Perhaps Costas is referring to this tweet from McCain’s official account:
— John McCain (@SenJohnMcCain) February 25, 2014
That piece summarizes a Costas rant from later in the NBC coverage, by which time violence in Ukraine had distracted from Putin’s Olympic moment. Here, Costas really stuck it to the Russian Federation boss, perhaps egged on a bit by the previous backlash:
The Sochi games are Vladimir Putin’s games, from their inception to their conclusion, and all points in between. If they are successful on their own terms, as appears to be the case, then at least in some corners it will help to burnish the image of a regime with which much of the world takes significant issue. No amount of Olympic glory can mask those realities any more than a biathlon gold medal, though hard-earned and deeply satisfying as it is, can put out the fires in Kiev.

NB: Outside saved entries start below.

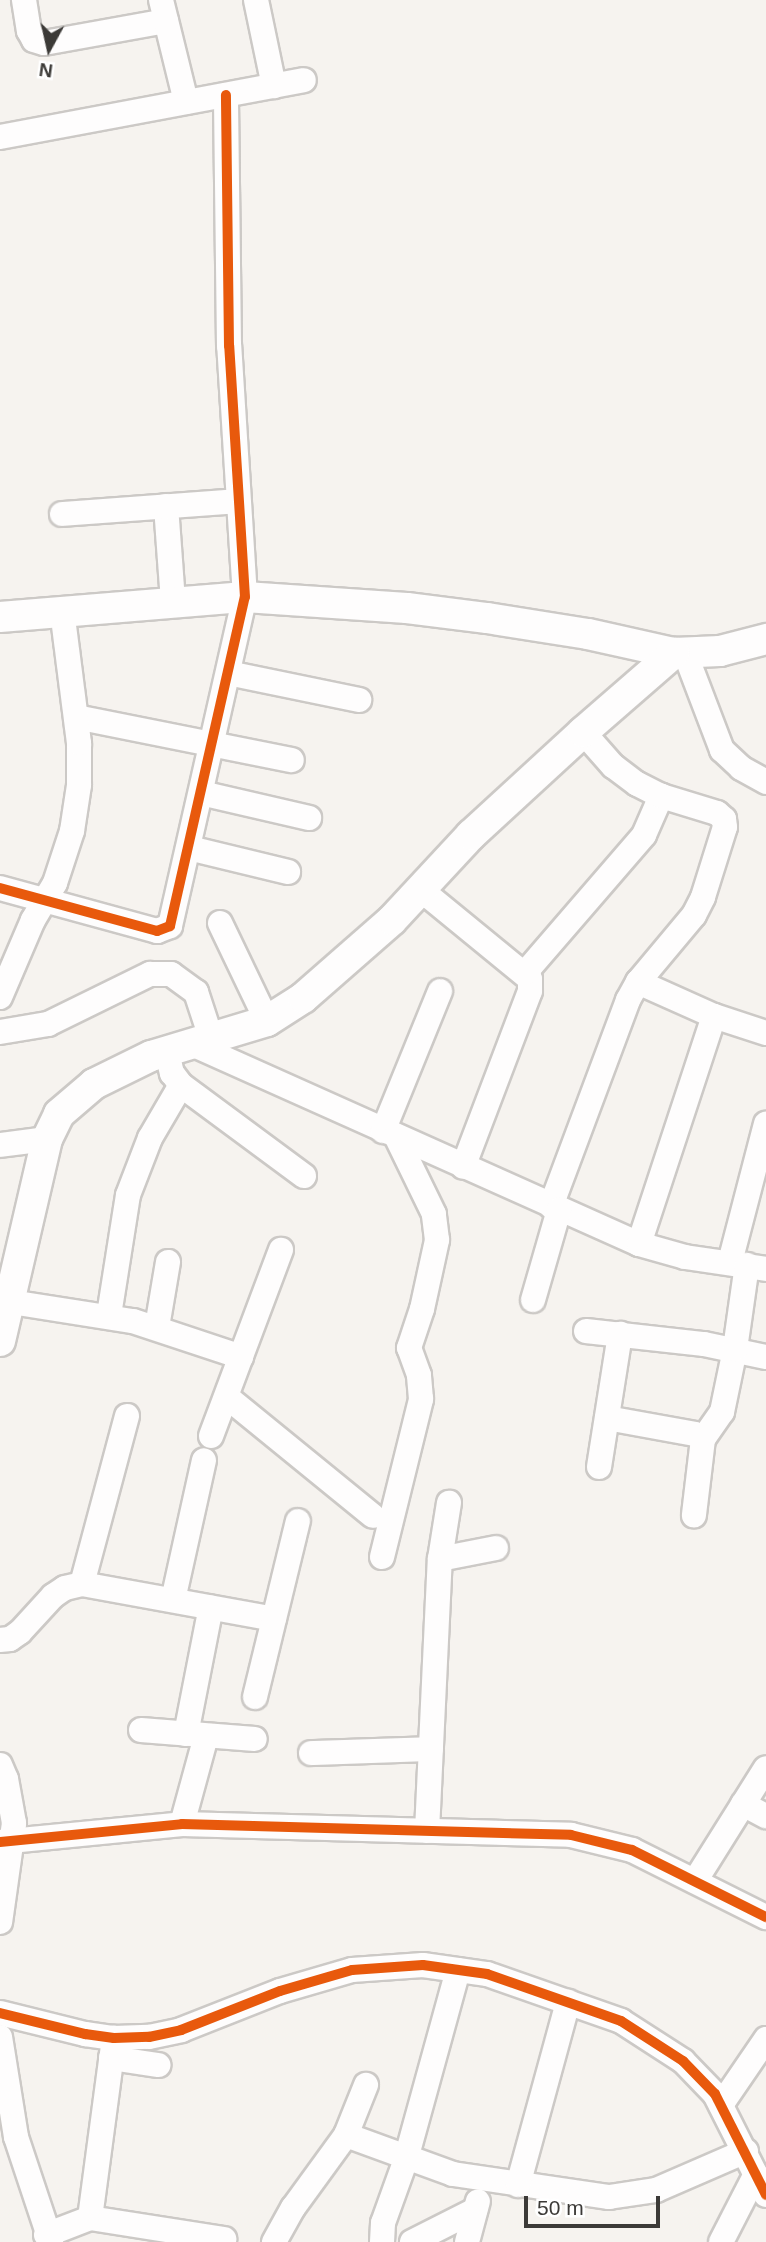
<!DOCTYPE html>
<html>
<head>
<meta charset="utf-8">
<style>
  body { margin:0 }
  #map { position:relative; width:766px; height:2242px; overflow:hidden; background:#f6f3ef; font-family:Helvetica,sans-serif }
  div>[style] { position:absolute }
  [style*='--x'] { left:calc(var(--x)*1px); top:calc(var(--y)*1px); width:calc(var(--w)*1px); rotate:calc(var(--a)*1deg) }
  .roads { filter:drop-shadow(2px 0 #ccc9c6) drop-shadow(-2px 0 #ccc9c6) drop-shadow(0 2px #ccc9c6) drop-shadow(0 -2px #ccc9c6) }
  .minor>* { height:24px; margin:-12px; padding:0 12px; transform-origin:12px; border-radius:12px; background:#fefdfd }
  .major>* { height:30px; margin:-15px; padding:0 15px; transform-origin:15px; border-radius:15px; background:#fefdfd }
  .cycleway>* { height:10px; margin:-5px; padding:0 5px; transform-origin:5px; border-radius:5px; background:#e8590c }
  span { translate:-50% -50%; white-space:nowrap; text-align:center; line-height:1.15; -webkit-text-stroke:7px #fff; paint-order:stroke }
  .north { position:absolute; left:14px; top:14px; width:70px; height:70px; -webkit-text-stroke:5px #fff; paint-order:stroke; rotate:188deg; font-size:19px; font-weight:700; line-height:28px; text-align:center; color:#3c3a37 }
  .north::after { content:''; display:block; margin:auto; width:24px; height:32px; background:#3c3a37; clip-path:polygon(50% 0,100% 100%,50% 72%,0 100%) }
  .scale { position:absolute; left:524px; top:2196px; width:136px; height:32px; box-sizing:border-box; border:4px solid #3c3a37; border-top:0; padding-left:9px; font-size:21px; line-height:24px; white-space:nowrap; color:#3c3a37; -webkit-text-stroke:5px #fff; paint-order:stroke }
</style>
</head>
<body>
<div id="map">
  <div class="roads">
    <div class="minor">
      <i style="--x:24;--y:0;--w:31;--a:81"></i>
      <i style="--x:29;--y:31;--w:10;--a:61"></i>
      <i style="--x:34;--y:40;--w:10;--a:17"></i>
      <i style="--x:44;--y:43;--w:124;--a:-10.2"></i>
      <i style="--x:161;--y:0;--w:105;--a:76.2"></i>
      <i style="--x:256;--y:0;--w:88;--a:78.2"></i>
      <i style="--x:0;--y:137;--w:309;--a:-10.6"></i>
      <i style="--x:166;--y:506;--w:95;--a:85.8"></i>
      <i style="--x:62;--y:514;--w:176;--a:-4.2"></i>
      <i style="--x:685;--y:653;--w:104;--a:69.1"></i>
      <i style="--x:722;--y:750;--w:26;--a:43"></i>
      <i style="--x:741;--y:768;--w:29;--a:29"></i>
      <i style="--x:228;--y:673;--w:134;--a:11.6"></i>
      <i style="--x:76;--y:717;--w:220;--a:11.3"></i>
      <i style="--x:201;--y:793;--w:111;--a:13"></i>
      <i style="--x:189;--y:848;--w:102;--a:13.6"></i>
      <i style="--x:0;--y:888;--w:163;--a:15.3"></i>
      <i style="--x:157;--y:931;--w:14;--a:-21"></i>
      <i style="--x:170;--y:926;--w:337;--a:-77.2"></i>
      <i style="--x:245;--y:597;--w:252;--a:-93.6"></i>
      <i style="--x:229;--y:346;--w:251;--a:-90.7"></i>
      <i style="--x:420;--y:889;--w:142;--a:39.3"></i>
      <i style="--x:530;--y:979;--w:12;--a:90"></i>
      <i style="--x:530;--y:991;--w:188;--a:110.8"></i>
      <i style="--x:220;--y:923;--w:109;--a:64.4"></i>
      <i style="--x:525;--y:973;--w:182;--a:-49.2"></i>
      <i style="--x:644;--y:835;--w:43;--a:-66.4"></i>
      <i style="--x:638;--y:982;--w:83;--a:24.1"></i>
      <i style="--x:714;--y:1016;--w:55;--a:18.1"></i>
      <i style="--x:0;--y:997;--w:84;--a:-66.8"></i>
      <i style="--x:33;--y:920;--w:43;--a:-59.3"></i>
      <i style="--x:55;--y:883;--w:55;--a:-71.9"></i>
      <i style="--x:72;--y:831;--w:47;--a:-81.3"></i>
      <i style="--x:79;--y:785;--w:42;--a:-90"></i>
      <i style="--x:79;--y:743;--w:133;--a:-97.3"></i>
      <i style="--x:0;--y:1032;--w:49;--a:-9.5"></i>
      <i style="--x:48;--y:1024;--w:114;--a:-26.1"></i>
      <i style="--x:150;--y:974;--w:21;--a:0"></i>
      <i style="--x:171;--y:974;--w:31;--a:36"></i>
      <i style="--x:196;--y:992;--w:48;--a:71.9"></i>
      <i style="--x:192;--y:1044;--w:490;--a:24.1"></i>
      <i style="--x:639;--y:1244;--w:48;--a:15.8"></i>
      <i style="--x:685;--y:1257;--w:82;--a:8.4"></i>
      <i style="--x:167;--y:1052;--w:22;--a:77"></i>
      <i style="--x:172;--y:1073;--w:15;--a:53"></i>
      <i style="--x:181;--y:1085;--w:153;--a:36.5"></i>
      <i style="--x:383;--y:1131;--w:151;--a:-67.8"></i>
      <i style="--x:0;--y:1145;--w:47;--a:-7.3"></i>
      <i style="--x:551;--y:1206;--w:220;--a:-69.5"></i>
      <i style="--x:628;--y:1000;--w:21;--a:-61"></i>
      <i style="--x:638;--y:982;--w:87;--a:-50.1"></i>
      <i style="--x:694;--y:915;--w:20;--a:-63"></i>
      <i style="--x:703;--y:897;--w:73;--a:-72.6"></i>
      <i style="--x:725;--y:827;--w:8;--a:-97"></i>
      <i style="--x:724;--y:819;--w:9;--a:-139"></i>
      <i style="--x:717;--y:813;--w:59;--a:-163.1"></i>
      <i style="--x:661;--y:796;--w:27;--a:-153"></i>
      <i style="--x:637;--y:784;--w:30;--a:-143"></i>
      <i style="--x:613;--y:766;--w:45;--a:-131.4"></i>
      <i style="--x:639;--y:1244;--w:240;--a:-71.8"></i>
      <i style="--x:730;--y:1262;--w:143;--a:-75.4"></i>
      <i style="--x:533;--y:1300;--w:94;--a:-73.9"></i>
      <i style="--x:11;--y:1302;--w:123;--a:8.9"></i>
      <i style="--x:133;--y:1321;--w:114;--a:18.4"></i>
      <i style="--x:109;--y:1315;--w:121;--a:-81"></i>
      <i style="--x:128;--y:1195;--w:61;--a:-68.9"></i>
      <i style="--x:150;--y:1138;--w:61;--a:-59.7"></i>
      <i style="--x:157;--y:1327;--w:66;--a:-80.4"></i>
      <i style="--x:586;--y:1331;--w:119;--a:6.3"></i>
      <i style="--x:704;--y:1344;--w:63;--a:11.8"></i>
      <i style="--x:227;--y:1397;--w:188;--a:39.2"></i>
      <i style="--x:607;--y:1418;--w:89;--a:10.3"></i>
      <i style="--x:695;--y:1434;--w:9;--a:32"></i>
      <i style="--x:703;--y:1439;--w:77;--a:96.8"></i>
      <i style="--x:211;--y:1436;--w:199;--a:-69.4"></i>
      <i style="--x:703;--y:1439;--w:33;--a:-55"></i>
      <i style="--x:722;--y:1412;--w:64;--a:-78.3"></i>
      <i style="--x:735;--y:1349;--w:85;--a:-81.9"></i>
      <i style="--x:599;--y:1467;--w:135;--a:-81"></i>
      <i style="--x:382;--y:1557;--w:163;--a:-76.1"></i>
      <i style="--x:421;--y:1399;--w:24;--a:-95"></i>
      <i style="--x:419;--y:1375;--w:29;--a:-110"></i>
      <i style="--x:409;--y:1348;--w:41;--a:-71.6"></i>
      <i style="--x:422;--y:1309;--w:71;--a:-77.7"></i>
      <i style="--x:437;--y:1240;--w:26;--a:-97"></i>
      <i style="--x:434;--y:1214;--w:87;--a:-116"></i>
      <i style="--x:440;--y:1559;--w:57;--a:-11.1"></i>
      <i style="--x:82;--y:1584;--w:174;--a:-75"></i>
      <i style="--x:173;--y:1600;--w:143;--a:-77.5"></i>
      <i style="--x:0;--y:1640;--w:10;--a:-6"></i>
      <i style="--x:10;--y:1639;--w:12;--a:-35"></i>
      <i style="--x:20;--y:1632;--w:49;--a:-47.5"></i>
      <i style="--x:53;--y:1596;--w:14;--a:-34"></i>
      <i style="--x:65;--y:1588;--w:17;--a:-13"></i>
      <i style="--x:82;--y:1584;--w:195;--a:10.3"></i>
      <i style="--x:255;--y:1697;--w:181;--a:-76.3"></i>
      <i style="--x:141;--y:1730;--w:114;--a:4.5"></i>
      <i style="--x:186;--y:1734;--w:129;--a:-78.9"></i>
      <i style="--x:311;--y:1753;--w:120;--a:-1.9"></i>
      <i style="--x:0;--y:1765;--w:15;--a:67"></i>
      <i style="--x:6;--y:1779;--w:45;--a:79.7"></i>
      <i style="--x:14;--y:1823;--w:100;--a:98"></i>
      <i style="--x:743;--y:1804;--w:26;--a:28"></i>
      <i style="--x:182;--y:1824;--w:91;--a:-74.7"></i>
      <i style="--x:427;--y:1831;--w:272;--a:-87.3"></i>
      <i style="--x:440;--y:1559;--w:57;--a:-80.9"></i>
      <i style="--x:0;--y:1842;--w:183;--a:-5.6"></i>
      <i style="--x:182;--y:1824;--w:389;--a:1.6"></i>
      <i style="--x:571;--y:1835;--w:63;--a:13.8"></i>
      <i style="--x:632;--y:1850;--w:150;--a:26.6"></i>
      <i style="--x:695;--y:1881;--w:133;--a:-57.9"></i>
      <i style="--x:0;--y:2013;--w:88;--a:13.9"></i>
      <i style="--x:85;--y:2034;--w:29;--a:8"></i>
      <i style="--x:114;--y:2038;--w:35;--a:-2"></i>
      <i style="--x:149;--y:2037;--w:33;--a:-12"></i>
      <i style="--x:181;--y:2030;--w:106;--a:-21.5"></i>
      <i style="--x:280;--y:1991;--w:75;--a:-16.3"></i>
      <i style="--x:352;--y:1970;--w:71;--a:-4"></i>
      <i style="--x:423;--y:1965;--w:65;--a:8"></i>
      <i style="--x:487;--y:1974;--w:142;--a:19.3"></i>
      <i style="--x:621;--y:2021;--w:74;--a:32.8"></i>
      <i style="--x:683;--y:2061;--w:46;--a:45.9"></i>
      <i style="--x:715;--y:2094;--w:113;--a:63.2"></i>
      <i style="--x:0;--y:2037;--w:101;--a:80.9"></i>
      <i style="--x:16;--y:2137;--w:111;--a:71.6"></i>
      <i style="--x:111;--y:2058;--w:48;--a:8.5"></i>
      <i style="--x:721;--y:2105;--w:80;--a:-55.7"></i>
      <i style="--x:346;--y:2135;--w:114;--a:20"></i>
      <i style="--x:453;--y:2174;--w:158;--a:8.4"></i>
      <i style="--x:609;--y:2197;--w:48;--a:-8.5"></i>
      <i style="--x:656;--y:2190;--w:98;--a:-23.4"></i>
      <i style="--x:518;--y:2185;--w:190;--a:-74.7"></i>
      <i style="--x:90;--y:2218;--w:182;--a:-82.4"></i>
      <i style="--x:46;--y:2235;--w:47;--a:-21.1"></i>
      <i style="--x:90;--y:2218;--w:136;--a:8.9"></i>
      <i style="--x:274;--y:2242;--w:39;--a:-61"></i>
      <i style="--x:293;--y:2208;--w:90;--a:-54"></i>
      <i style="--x:346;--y:2135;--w:54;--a:-68.2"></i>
      <i style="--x:382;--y:2242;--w:19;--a:-87"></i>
      <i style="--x:383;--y:2223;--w:68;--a:-70.2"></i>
      <i style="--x:406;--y:2159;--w:196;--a:-74.6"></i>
      <i style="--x:412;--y:2242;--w:71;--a:-26.9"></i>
      <i style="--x:467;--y:2242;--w:42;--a:-75"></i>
      <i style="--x:721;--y:2242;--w:76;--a:-62.8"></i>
    </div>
    <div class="major">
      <i style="--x:0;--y:617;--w:246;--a:-4.7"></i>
      <i style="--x:245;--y:597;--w:162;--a:3.9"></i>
      <i style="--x:407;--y:608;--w:81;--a:7.1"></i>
      <i style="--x:487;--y:618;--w:102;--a:9"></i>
      <i style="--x:588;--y:634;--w:88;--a:12.5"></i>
      <i style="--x:674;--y:653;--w:46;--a:-2.5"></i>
      <i style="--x:720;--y:651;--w:48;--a:-14.6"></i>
      <i style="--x:0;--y:1341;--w:207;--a:-76.9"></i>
      <i style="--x:47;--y:1139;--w:28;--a:-64"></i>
      <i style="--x:59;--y:1114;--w:46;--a:-40.6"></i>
      <i style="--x:94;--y:1084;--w:64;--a:-26.2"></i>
      <i style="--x:151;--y:1056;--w:121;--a:-16.8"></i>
      <i style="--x:267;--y:1021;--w:43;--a:-32.6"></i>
      <i style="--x:303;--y:998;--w:118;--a:-41.2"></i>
      <i style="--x:392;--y:920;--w:116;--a:-47.1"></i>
      <i style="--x:471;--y:835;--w:152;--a:-42.6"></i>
      <i style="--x:583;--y:732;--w:121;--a:-41"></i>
    </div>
  </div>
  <div class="cycleway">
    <i style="--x:0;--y:888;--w:163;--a:15.3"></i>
    <i style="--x:157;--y:931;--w:14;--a:-21"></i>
    <i style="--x:170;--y:926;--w:337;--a:-77.2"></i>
    <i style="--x:245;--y:597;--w:252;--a:-93.6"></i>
    <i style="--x:229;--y:346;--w:251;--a:-90.7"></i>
    <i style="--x:0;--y:1842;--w:183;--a:-5.6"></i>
    <i style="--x:182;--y:1824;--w:389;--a:1.6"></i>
    <i style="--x:571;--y:1835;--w:63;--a:13.8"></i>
    <i style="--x:632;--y:1850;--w:150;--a:26.6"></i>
    <i style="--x:0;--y:2013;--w:88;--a:13.9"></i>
    <i style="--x:85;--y:2034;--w:29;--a:8"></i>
    <i style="--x:114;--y:2038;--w:35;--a:-2"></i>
    <i style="--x:149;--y:2037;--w:33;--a:-12"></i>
    <i style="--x:181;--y:2030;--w:106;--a:-21.5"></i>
    <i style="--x:280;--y:1991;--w:75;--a:-16.3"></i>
    <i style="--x:352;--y:1970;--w:71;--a:-4"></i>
    <i style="--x:423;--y:1965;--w:65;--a:8"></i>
    <i style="--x:487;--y:1974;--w:142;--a:19.3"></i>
    <i style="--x:621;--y:2021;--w:74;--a:32.8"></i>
    <i style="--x:683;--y:2061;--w:46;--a:45.9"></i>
    <i style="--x:715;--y:2094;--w:113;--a:63.2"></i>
  </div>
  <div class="north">N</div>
  <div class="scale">50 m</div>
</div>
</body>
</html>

Good stuff there. Costas has the fortune and misfortune of serving as the face for what could be the most media-nitpicked event in the history of media. Not only are media critics watching NBC Olympic coverage closely, everyone is watching closely. Such is the double impact of the network’s Olympic exclusivity and the extraordinary worldwide interest in the games. And in the spirit of picking nits, the Erik Wemple Blog will assert its one quibble with that Putin primer that caused so much angst. It has to do with the line in Costas’s Putin thing when he references “laws viewed as repressive to members of the gay community and their supporters.”
Italic text inserted to highlight a core journalistic question: Can’t you just call these laws “anti-gay”?